El Havre

Luces de la ciudad

En pleno siglo XXI, devorados por una crisis económica brutal y con desesperanzadoras noticias abultando unos medios informativos solamente preocupados por los titulares más rimbombantes, resulta tarea casi quimérica encontrar espacio para la sonrisa o la esperanza. Por tanto que entre la mediocre oferta de la cartelera cinematográfica se haya colado  una pieza tan lúcida e ilusionante como la nueva fábula de Aki Kaurismäki, evidentemente no consolará a nadie, pero tal vez tras su visionado, podamos creer aunque sea por unos instantes, que no todo está tan perdido.

A estas alturas, ¿a que director se le ocurriría narrar un cuento sobre solidaridad y esperanza protagonizado por un limpiabotas además de a Kaurismäki? La respuesta está por desgracia demasiado clara en una cinematografía mundial que se alimenta de golpes de efecto, tramas insulsas narradas con pretenciosidad o un hipotético tono cool que no significa nada de nada. El finlandés continúa siendo un pequeño bastión de resistencia, que no deja de asombrarnos con su irreductible coherencia y sensibilidad. En medio de una crisis mundial, como los viejos maestros, vuelve su mirada hacia los más necesitados, a los apátridas y los desheredados, que siguen revelándose como los auténticos caballeros andantes de este mundo patas arriba. A la manera del inmortal vagabundo encarnado por Chaplin, los personajes que habitan El Havre (Le Havre, 2011) son improbables Quijotes, siempre prestos a vivir una historia de amor o soñar con nuevas desventuras. Y es que si hay un nombre que gravita a lo largo de toda la propuesta es el de Charlie Chaplin. Por primera vez en su trayectoria, Kaurismäki parece dejar parcialmente de lado el genio Keatoniano para explorar el legado del hombre del bigotito y el bombín y ofrecer una suerte de genial reinterpretación de El chico (The Kid, 1921) o Luces de la ciudad (City Lights, 1931). Empero, observando a la troupe del film, como Marcel Marx, el maravilloso escritor vanguardista convertido en limpiabotas, o ese hermano desencantado del comisario Maigret, se puede concluir que la esencia de El Havre se encuentra sobre todo en una secuencia concreta de Chaplin, aquélla que le reúne en Candilejas (Limelight, 1952) con su venerable camarada Buster Keaton, en un pequeño camerino, en una época en la que ambos ya han conocido los sinsabores del olvido y el irracional desprecio. Los barrios bajos de la ciudad no son sino el equivalente a ese cuarto en el que los dos genios se ocultan del mundo, permitiéndose tal vez un diminuto espacio en el que cultivar el tan devaluado idealismo.
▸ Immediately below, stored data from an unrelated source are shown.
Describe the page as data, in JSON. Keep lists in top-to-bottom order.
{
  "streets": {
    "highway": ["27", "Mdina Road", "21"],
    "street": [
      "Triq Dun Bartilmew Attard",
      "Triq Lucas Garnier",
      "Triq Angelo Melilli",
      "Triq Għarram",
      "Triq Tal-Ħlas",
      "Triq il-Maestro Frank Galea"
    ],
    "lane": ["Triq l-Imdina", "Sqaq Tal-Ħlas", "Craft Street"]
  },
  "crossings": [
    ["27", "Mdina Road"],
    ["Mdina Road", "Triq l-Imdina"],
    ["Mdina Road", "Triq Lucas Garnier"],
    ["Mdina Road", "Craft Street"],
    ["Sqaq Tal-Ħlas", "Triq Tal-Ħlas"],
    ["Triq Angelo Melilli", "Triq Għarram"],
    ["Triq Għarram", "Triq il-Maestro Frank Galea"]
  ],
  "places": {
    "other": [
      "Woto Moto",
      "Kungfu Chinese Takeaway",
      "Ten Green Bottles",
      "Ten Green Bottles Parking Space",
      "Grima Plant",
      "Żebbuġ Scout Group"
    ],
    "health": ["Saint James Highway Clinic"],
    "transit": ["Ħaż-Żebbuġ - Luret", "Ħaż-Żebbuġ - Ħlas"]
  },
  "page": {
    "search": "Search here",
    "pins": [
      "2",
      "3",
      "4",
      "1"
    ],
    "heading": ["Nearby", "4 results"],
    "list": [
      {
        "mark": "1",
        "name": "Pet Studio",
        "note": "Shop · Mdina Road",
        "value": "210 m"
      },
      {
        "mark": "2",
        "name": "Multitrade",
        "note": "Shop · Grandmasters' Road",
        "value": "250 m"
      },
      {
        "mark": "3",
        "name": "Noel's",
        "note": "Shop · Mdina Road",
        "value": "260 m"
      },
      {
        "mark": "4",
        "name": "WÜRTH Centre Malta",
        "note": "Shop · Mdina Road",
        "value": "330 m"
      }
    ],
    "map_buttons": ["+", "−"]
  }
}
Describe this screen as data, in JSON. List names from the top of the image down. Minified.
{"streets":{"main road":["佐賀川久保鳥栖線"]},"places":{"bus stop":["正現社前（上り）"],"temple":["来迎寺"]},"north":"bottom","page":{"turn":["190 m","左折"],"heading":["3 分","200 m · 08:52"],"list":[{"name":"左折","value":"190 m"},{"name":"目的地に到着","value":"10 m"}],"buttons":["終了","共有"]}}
El encuentro entre Chaplin y Kaurismäki en efecto estaba anunciado desde hacía mucho tiempo. Pero al contrario que otros realizadores el autor de Sombras en el paraíso (Varjoja paratisissa, 1986) no rinde a sus maestros un luctuoso homenaje cinéfilo, pues al igual que las múltiples influencias/enseñanzas que se adivinan, como la maravillosa atmósfera de realismo poético que se respira durante toda la proyección, está perfectamente asimilada en su mirada hasta conformar un conjunto tan prodigioso como personal. Incluso los homenajes más evidentes o facilones (como la participación del rockero Little Bob, del envejecido Jean-Pierre Léaud, que con su papel viene a representar la mediocridad de la clase media europea que se regocija en su propia miseria denunciando al prójimo desde el vil anonimato, o del realizador Pierre Étaix), se integran en la milimétrica maquinaria narrativa completándola.

Las excelencias de El Havre no deberían sorprender a ningún espectador que conozca la previa filmografía del cineasta finlandés y quienes no estén familiarizados con su obra deberían apartar todos los prejuicios que arrastren para descubrir una de las escasas obras maestras que el pasado año nos ha legado. Desde un aparente tono distanciado y hermético y un carácter fabulesco, elabora una de las más certeras radiografías del panorama europeo coetáneo, partiendo de temas tan complejos y dolorosos como la inmigración ilegal. Lejos de los engolados discursos y de la vacuidad de los autodenominados cultivadores de cine social, Kaurismäki opta por la sencillez, el humor y el compromiso. Su cine es un auténtico privilegio en estos tiempos y la madurez que transmite esta obra nos subraya una obviedad sabida desde hace muchos años: es el mejor cineasta, tal vez con permiso de Philippe Garrel, que ahora mismo hay en activo.